--- Your instructions ---
Starting from the line with "For a GIS import: Build", transcribe each line to the end of the records below. Copy them exactly and write nothing else.
Exercise material Start Marker
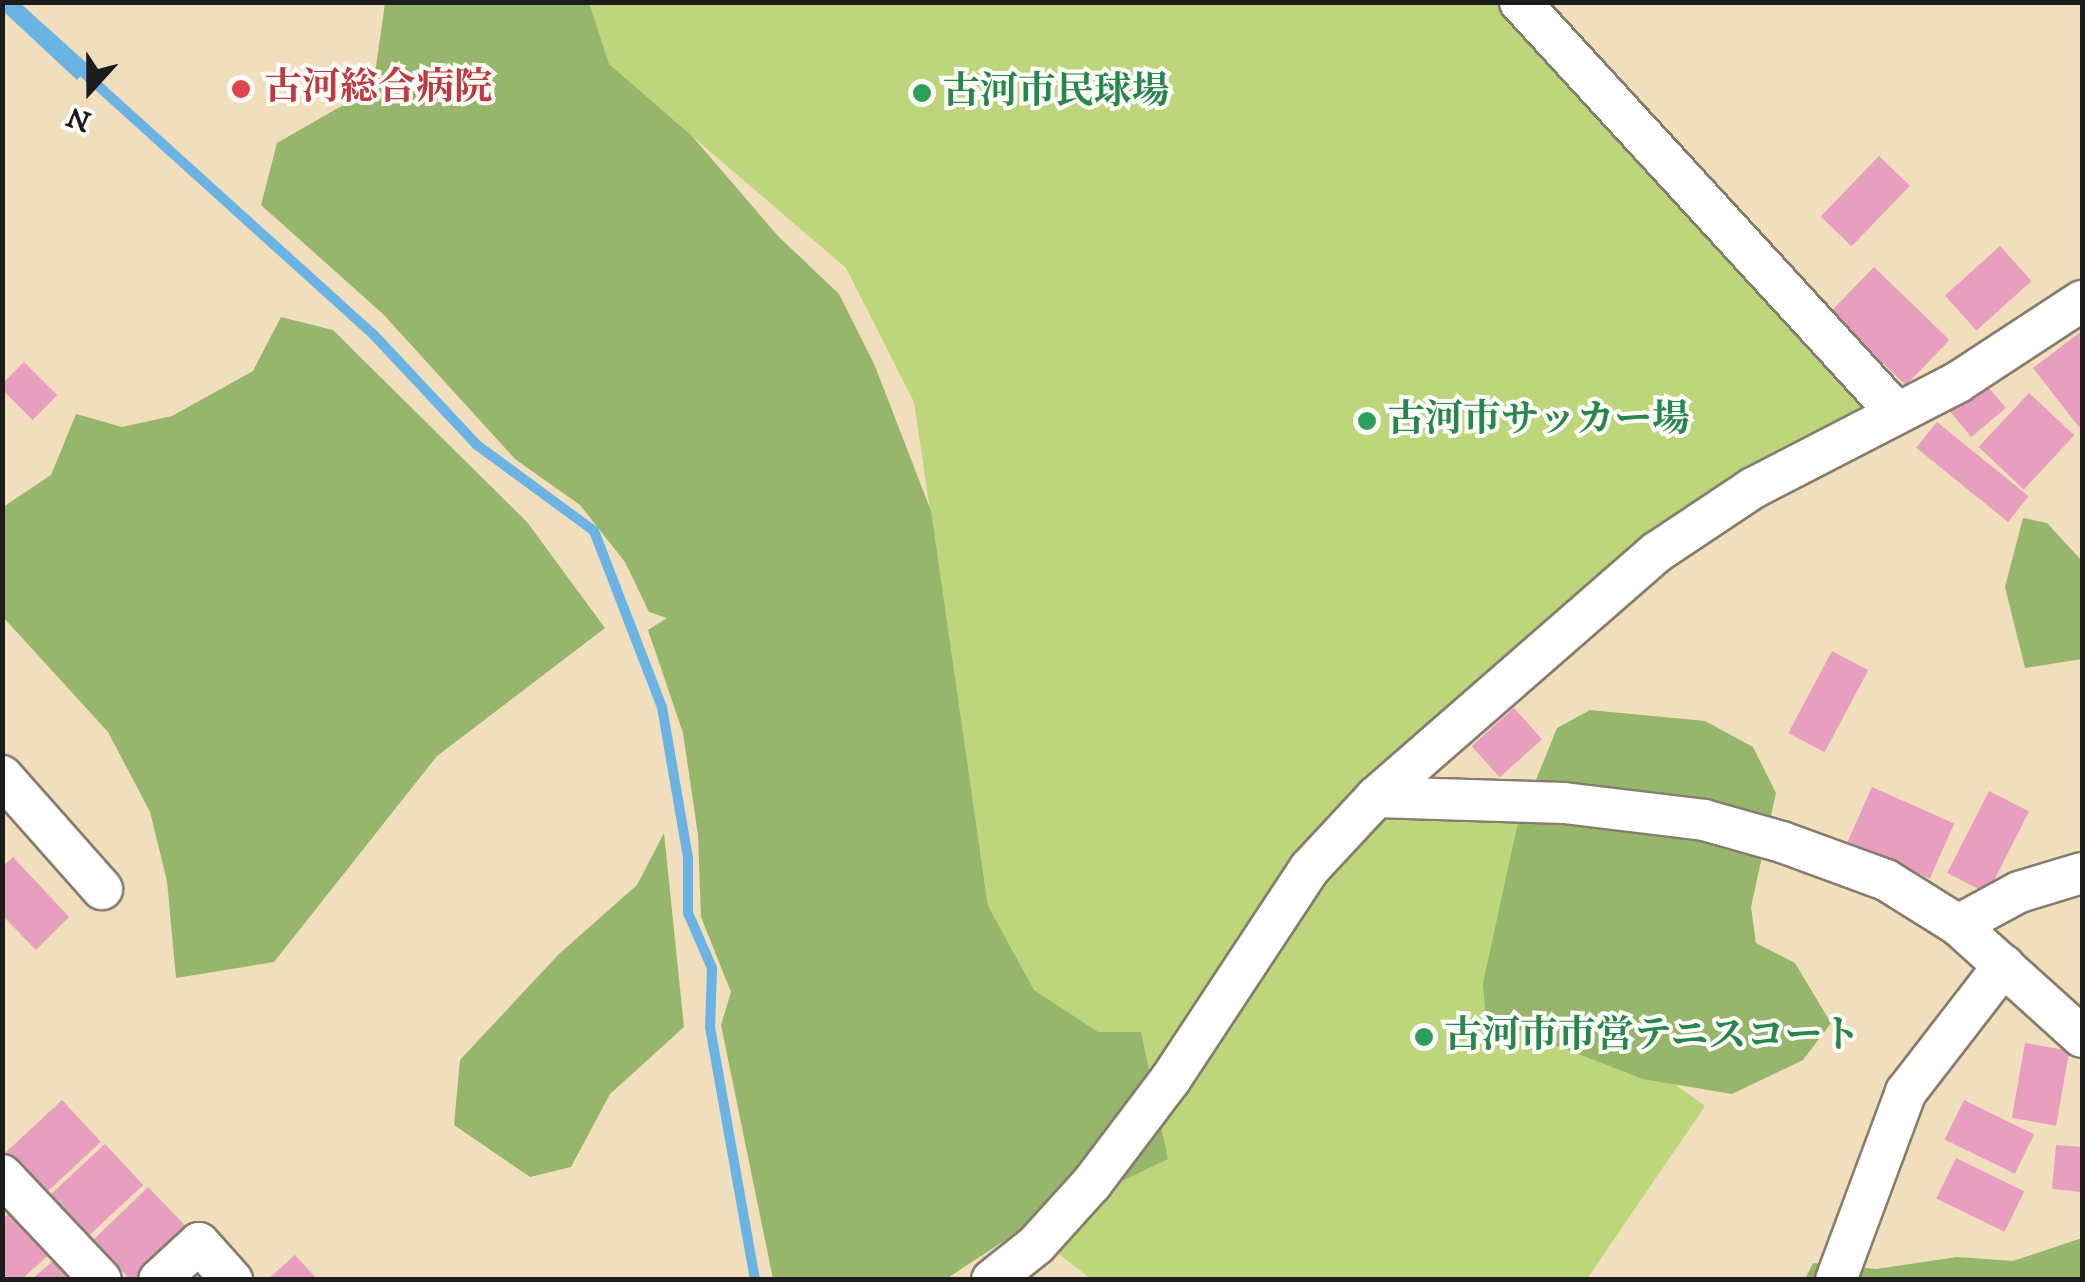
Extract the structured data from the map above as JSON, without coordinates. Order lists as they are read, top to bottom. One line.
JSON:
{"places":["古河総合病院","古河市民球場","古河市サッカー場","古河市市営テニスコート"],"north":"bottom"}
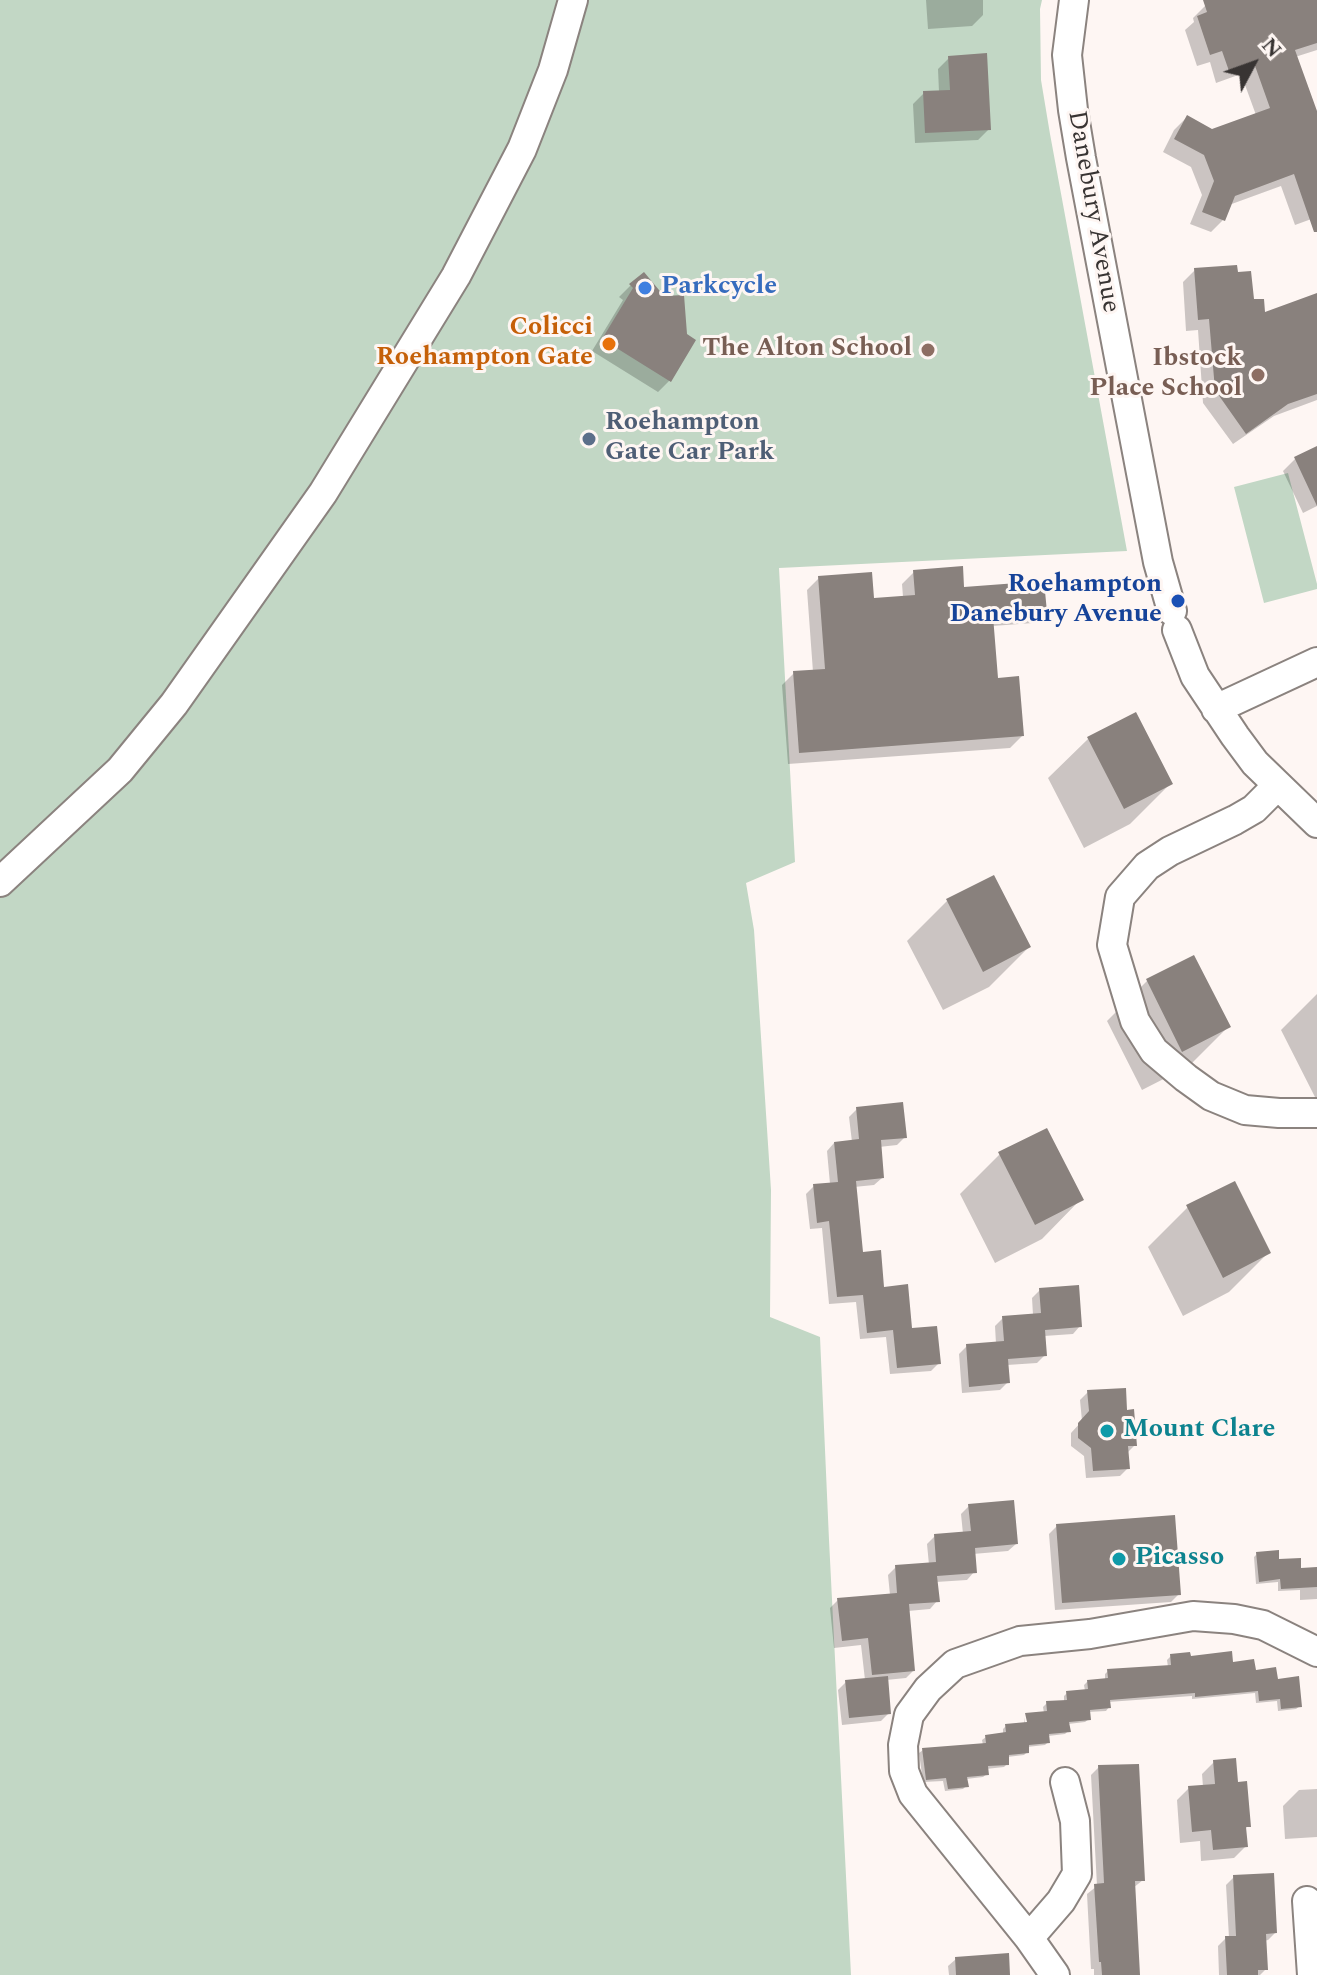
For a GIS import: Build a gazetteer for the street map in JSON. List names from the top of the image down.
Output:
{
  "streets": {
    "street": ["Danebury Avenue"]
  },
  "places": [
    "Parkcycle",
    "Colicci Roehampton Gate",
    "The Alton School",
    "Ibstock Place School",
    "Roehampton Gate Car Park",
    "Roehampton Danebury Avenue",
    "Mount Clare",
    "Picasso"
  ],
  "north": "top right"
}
Exercise material End Marker
--- Solution for this problem ---
For a GIS import: Build a gazetteer for the street map in JSON. List names from the top of the image down.
Output:
{
  "streets": {
    "street": ["Danebury Avenue"]
  },
  "places": [
    "Parkcycle",
    "Colicci Roehampton Gate",
    "The Alton School",
    "Ibstock Place School",
    "Roehampton Gate Car Park",
    "Roehampton Danebury Avenue",
    "Mount Clare",
    "Picasso"
  ],
  "north": "top right"
}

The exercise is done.